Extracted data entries
+--

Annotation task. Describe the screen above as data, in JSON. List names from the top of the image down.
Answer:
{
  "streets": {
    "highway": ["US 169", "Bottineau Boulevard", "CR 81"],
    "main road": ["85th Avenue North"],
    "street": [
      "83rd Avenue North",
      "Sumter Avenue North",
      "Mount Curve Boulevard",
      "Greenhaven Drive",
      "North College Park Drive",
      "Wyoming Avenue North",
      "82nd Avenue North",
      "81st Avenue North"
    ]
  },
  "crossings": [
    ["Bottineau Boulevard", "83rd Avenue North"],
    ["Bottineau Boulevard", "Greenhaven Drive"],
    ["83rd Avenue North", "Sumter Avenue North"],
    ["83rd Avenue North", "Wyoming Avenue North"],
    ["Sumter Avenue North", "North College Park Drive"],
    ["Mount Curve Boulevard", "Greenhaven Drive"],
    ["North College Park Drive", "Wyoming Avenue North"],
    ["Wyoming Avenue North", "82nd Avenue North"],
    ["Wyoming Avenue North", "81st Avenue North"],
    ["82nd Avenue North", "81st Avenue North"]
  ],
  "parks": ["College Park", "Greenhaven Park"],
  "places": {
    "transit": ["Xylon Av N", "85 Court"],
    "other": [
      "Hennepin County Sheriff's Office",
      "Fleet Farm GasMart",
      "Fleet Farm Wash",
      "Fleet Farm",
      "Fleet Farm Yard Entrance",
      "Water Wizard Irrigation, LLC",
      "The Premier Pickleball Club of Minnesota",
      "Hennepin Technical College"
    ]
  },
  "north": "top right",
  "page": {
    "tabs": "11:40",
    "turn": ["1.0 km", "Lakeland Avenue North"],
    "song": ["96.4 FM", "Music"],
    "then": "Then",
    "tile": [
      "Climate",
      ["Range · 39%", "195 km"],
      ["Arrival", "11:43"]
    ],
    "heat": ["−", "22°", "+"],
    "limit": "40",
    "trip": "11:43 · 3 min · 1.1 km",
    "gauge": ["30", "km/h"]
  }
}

+--

_The task:_ Among the lines above, find those with the word "Mount". Copy them.

_Solution to the exercise:_
      "Mount Curve Boulevard",
    ["Mount Curve Boulevard", "Greenhaven Drive"],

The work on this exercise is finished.